WORK TASK: Go through the data and count each line that has the string "list". Give that count alone.
++++ SUPPLIED MATERIAL ++++
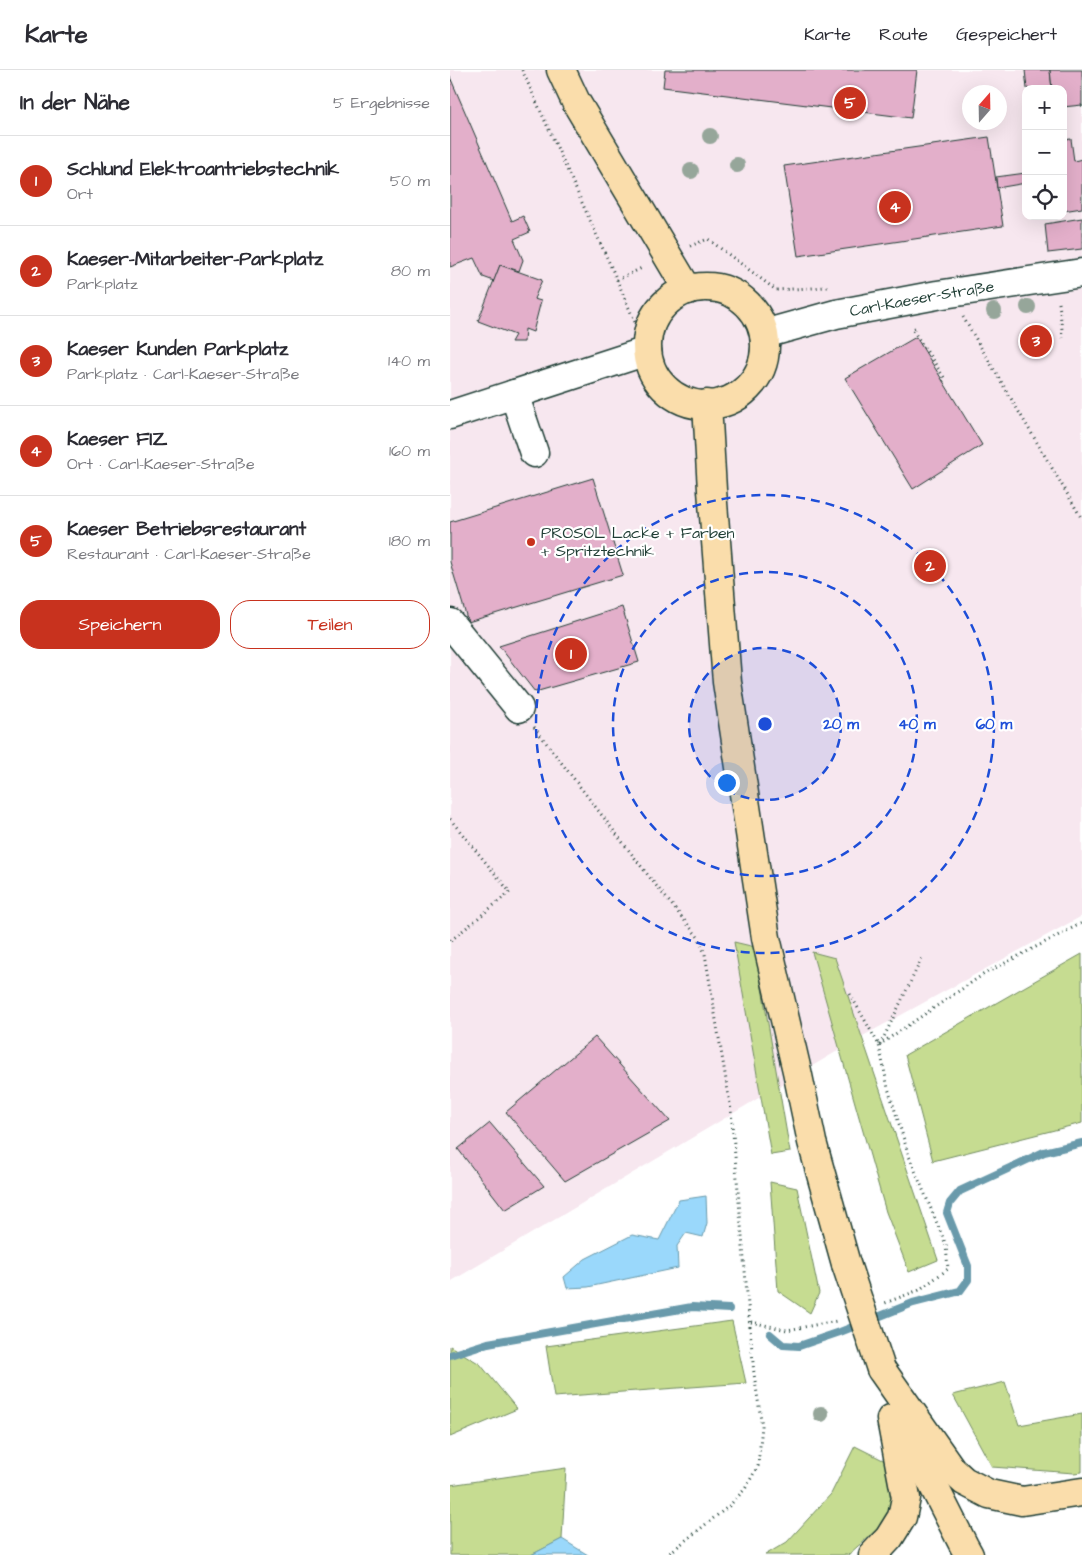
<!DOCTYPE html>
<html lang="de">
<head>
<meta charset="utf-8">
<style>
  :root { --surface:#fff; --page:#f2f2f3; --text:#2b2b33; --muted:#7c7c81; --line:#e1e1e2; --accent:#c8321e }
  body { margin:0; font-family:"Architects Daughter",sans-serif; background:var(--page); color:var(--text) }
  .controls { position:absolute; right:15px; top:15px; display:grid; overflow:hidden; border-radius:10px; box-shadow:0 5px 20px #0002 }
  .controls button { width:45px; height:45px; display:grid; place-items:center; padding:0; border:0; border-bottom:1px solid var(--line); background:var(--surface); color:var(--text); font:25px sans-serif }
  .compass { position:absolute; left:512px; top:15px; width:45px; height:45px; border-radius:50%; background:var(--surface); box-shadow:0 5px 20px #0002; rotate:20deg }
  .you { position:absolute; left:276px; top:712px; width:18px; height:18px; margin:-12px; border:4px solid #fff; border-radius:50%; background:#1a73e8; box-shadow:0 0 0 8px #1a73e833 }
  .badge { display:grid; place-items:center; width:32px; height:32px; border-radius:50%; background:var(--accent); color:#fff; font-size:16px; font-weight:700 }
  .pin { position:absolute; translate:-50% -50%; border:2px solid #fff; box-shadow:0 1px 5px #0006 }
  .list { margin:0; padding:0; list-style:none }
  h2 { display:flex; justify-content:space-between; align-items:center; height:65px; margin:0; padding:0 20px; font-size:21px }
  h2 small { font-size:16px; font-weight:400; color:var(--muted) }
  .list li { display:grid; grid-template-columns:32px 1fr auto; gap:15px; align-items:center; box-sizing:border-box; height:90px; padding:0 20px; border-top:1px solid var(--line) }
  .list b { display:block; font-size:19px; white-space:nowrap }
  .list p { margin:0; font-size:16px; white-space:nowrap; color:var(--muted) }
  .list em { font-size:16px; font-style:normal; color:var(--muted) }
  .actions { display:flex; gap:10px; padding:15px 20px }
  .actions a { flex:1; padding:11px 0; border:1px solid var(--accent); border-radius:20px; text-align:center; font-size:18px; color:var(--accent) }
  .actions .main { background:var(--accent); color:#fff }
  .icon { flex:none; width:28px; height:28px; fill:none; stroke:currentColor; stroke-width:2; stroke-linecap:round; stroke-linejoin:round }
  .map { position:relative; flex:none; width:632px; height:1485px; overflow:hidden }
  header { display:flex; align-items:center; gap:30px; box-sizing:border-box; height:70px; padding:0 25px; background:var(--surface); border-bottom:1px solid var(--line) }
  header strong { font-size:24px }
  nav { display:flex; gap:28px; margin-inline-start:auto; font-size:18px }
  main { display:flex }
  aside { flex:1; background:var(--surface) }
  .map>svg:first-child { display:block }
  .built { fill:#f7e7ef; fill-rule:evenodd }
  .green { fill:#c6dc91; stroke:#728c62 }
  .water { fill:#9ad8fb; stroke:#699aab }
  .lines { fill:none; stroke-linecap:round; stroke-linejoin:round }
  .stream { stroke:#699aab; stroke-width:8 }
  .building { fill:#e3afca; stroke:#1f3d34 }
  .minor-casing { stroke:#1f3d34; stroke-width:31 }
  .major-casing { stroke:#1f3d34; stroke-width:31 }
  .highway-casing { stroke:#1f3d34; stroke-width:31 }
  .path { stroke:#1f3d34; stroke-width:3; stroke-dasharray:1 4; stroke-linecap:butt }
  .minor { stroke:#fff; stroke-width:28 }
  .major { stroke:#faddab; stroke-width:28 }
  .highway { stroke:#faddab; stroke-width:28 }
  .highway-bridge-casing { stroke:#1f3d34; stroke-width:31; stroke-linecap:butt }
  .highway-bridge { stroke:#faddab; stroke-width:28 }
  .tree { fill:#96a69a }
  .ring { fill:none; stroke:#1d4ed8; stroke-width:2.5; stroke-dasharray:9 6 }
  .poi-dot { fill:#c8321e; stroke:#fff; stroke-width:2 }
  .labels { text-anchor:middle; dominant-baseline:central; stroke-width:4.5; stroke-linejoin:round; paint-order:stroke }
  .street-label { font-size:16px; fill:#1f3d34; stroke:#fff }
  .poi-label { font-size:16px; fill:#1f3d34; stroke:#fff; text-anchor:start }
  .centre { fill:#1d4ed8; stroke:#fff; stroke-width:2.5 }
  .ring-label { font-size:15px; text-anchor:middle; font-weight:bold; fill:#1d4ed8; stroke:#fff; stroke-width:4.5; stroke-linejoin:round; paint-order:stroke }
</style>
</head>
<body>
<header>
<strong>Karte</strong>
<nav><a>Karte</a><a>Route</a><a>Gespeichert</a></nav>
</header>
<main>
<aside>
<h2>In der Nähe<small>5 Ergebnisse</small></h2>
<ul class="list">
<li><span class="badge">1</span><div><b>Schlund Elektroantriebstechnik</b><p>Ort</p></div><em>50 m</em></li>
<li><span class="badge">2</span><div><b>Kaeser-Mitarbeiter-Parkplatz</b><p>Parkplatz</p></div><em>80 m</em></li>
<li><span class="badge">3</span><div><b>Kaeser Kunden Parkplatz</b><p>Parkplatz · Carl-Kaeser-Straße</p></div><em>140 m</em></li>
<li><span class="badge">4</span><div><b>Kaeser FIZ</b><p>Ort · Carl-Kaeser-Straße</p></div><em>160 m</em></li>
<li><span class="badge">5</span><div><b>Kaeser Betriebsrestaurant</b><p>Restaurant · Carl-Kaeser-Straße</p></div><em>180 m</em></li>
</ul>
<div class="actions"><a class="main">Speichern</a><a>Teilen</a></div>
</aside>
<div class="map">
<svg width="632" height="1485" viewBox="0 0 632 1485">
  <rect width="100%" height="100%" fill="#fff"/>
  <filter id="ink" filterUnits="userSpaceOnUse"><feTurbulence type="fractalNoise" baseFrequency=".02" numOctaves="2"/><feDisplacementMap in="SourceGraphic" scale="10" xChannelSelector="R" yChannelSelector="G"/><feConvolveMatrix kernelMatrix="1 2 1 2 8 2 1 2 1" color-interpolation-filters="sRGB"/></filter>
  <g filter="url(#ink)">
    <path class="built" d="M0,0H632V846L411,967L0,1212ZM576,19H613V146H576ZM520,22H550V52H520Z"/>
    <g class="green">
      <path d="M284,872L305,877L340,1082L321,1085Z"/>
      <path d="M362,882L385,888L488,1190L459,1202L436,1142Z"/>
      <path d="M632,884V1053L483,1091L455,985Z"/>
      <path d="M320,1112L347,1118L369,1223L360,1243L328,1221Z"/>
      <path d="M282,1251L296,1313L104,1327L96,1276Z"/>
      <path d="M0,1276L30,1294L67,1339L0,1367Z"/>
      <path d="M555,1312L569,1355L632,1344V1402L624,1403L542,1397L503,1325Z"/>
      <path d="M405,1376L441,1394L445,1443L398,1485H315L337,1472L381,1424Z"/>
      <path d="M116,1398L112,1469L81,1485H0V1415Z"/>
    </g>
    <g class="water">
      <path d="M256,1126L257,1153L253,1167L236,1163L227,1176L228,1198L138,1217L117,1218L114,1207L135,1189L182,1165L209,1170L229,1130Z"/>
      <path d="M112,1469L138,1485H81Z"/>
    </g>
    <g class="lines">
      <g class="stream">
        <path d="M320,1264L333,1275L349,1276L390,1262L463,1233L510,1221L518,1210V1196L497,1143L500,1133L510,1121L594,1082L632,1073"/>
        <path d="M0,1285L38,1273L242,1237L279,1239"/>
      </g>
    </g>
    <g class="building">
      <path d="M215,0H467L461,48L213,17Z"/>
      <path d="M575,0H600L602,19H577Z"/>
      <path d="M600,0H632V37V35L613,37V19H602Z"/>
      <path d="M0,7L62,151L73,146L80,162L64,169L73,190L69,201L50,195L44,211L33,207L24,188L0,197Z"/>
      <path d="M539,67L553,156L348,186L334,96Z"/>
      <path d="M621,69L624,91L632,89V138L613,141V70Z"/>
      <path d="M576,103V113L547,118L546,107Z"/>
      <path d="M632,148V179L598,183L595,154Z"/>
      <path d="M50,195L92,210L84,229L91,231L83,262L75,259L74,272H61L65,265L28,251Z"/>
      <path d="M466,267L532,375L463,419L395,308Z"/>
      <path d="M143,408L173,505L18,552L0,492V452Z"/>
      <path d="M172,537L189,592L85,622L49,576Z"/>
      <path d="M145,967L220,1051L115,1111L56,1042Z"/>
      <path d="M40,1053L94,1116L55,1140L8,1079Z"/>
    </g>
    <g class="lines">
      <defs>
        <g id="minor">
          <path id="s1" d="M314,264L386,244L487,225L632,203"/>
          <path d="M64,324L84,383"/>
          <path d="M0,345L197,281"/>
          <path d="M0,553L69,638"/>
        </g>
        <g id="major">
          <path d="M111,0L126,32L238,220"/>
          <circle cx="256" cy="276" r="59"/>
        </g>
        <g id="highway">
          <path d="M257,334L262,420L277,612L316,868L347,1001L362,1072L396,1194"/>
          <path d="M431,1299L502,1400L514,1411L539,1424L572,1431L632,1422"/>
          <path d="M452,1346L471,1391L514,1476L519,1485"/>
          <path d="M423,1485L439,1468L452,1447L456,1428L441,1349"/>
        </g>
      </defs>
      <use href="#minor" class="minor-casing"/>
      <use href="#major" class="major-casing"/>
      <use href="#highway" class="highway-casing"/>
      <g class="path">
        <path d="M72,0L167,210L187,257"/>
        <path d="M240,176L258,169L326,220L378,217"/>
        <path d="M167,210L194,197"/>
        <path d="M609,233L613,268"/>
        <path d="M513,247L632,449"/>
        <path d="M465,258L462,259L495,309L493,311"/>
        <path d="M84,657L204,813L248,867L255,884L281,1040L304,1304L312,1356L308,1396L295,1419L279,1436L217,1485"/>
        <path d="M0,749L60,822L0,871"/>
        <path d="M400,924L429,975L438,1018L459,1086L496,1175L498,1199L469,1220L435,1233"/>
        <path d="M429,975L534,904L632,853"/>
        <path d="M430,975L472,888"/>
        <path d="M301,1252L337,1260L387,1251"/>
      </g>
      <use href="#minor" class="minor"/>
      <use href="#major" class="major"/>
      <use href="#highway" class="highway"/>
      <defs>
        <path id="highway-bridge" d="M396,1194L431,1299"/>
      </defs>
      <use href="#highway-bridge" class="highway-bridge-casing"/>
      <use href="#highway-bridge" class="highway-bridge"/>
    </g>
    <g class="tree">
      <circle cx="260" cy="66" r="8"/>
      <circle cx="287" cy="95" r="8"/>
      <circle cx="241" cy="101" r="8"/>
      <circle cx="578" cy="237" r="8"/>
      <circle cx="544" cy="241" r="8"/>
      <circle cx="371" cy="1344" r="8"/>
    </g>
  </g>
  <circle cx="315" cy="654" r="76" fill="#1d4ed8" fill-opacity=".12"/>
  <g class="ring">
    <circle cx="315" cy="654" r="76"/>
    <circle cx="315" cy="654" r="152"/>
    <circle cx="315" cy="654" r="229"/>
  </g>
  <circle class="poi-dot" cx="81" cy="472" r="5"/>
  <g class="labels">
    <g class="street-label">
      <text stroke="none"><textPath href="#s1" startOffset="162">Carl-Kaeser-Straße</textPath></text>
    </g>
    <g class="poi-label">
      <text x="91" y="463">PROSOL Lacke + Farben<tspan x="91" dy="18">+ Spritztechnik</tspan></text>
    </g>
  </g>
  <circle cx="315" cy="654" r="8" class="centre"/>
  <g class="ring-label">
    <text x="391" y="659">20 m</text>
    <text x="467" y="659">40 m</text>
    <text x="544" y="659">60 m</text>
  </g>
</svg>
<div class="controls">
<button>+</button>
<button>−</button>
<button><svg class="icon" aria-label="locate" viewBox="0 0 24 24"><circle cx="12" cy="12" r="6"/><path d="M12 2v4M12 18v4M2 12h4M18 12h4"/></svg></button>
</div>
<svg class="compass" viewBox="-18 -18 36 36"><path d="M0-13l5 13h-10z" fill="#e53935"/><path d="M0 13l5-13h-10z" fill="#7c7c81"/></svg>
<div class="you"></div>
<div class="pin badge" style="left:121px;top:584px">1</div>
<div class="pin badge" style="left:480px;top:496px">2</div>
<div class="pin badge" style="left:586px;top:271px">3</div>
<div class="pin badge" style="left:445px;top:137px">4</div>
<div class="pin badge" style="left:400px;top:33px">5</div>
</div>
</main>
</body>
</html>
++++
++++ SUPPLIED MATERIAL ++++
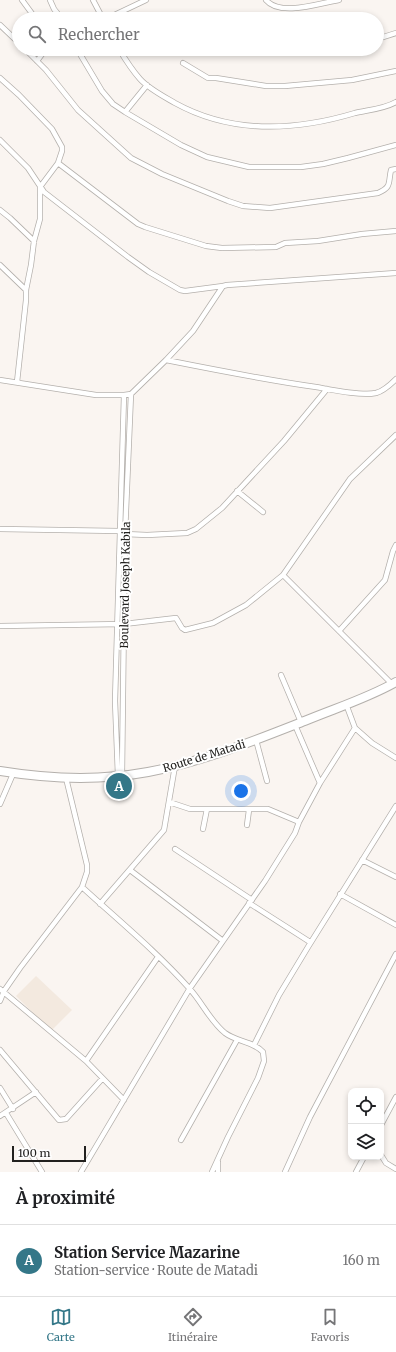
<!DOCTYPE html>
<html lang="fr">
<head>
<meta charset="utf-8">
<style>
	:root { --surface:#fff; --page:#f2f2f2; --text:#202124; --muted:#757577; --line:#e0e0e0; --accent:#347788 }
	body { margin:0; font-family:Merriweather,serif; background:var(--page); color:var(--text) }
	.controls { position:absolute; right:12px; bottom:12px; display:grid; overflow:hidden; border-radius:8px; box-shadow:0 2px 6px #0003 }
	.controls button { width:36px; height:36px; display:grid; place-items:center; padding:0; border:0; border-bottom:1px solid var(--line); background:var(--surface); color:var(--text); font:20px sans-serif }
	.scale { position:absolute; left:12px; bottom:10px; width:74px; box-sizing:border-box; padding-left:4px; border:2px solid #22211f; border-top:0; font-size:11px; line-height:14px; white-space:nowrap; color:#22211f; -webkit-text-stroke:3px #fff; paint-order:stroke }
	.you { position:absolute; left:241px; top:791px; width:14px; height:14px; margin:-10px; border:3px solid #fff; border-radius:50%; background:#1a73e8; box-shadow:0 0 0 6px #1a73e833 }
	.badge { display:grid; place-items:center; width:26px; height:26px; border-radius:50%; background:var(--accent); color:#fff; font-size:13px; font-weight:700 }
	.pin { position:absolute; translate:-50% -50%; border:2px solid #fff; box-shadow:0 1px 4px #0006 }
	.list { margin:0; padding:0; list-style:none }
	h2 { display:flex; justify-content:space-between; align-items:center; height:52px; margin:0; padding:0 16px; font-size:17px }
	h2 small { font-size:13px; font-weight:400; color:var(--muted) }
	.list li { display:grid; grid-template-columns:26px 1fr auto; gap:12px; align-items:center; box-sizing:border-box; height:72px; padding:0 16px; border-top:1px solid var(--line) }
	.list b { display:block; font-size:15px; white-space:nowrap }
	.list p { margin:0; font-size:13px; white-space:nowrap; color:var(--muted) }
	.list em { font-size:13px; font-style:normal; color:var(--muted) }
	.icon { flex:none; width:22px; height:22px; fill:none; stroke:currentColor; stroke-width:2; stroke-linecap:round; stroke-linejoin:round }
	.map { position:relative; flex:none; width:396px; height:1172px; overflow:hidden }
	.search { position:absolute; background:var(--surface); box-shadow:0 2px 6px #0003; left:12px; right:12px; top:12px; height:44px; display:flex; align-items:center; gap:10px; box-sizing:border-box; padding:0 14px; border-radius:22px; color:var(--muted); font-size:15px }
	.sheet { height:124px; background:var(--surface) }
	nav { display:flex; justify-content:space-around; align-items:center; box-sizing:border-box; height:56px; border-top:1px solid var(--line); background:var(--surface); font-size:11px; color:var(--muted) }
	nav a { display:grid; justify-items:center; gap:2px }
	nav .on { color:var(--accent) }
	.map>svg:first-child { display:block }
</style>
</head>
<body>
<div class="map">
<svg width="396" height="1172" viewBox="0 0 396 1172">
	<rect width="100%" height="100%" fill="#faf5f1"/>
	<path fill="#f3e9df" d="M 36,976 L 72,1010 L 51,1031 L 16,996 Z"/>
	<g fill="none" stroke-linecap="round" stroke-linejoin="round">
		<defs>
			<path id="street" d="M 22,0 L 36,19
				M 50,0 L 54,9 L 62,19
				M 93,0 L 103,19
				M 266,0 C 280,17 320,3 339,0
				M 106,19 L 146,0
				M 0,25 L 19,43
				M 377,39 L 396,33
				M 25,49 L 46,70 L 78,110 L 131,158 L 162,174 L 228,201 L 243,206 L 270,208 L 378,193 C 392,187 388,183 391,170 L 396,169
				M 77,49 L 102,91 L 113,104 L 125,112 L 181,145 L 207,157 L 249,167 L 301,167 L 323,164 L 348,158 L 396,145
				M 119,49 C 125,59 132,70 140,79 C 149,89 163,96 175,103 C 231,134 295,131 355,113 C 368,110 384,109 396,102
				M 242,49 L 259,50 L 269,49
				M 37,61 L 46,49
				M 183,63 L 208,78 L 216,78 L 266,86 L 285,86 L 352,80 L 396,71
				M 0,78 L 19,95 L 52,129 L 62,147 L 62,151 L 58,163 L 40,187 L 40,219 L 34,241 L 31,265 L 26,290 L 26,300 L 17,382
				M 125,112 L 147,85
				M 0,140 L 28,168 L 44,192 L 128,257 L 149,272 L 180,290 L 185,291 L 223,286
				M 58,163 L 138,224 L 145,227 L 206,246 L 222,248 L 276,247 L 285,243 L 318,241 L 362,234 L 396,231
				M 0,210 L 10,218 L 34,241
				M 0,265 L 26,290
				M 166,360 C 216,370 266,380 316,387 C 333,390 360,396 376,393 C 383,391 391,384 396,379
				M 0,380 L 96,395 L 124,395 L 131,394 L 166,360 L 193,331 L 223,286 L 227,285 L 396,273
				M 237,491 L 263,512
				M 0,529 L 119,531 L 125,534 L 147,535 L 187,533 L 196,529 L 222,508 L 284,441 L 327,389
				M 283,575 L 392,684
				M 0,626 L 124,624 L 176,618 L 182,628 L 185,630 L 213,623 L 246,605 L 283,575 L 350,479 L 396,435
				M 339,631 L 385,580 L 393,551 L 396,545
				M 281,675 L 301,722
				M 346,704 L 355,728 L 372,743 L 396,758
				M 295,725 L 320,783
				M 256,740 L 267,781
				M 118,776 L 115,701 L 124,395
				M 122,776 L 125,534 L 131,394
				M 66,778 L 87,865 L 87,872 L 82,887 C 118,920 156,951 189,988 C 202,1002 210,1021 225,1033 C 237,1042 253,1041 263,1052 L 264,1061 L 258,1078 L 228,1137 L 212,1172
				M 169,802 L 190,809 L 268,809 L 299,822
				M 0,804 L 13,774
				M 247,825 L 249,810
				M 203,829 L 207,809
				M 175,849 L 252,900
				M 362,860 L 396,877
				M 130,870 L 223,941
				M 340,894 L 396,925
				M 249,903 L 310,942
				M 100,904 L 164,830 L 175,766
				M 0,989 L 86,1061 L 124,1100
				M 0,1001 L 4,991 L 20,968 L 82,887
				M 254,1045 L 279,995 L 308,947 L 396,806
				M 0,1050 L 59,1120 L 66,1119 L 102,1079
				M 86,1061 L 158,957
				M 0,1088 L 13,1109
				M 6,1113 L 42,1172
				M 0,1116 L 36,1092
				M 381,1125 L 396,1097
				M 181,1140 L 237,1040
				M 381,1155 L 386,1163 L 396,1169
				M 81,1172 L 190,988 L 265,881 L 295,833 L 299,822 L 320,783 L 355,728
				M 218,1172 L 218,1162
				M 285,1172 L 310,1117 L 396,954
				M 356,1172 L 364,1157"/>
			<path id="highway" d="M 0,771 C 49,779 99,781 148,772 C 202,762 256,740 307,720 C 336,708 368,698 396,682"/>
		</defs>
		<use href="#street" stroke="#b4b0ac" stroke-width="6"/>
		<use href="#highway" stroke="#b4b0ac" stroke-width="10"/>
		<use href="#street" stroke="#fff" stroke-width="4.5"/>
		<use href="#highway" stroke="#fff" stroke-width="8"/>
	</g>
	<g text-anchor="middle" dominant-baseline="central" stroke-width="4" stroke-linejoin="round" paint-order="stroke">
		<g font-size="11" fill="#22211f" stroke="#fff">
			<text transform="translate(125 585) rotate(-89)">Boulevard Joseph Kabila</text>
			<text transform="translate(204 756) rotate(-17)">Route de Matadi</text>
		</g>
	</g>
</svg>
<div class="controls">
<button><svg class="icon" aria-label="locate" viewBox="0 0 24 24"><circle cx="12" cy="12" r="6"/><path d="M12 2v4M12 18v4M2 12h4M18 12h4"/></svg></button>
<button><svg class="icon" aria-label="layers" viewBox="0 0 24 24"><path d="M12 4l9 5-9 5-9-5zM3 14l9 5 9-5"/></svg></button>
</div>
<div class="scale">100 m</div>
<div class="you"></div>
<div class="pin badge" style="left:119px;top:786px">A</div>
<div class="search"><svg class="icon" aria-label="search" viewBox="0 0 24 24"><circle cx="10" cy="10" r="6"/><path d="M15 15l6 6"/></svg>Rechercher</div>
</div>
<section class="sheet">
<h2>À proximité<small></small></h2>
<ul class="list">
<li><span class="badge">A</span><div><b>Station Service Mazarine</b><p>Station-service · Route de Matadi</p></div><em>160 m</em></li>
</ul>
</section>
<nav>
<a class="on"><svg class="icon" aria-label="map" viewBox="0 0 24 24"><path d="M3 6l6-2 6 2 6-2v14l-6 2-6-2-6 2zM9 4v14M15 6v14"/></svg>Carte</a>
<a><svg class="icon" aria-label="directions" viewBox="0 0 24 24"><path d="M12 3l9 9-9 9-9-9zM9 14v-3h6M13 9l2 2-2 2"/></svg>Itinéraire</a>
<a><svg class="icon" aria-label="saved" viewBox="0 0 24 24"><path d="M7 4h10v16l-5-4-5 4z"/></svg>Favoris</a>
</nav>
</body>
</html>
++++
TASK OUTPUT: 12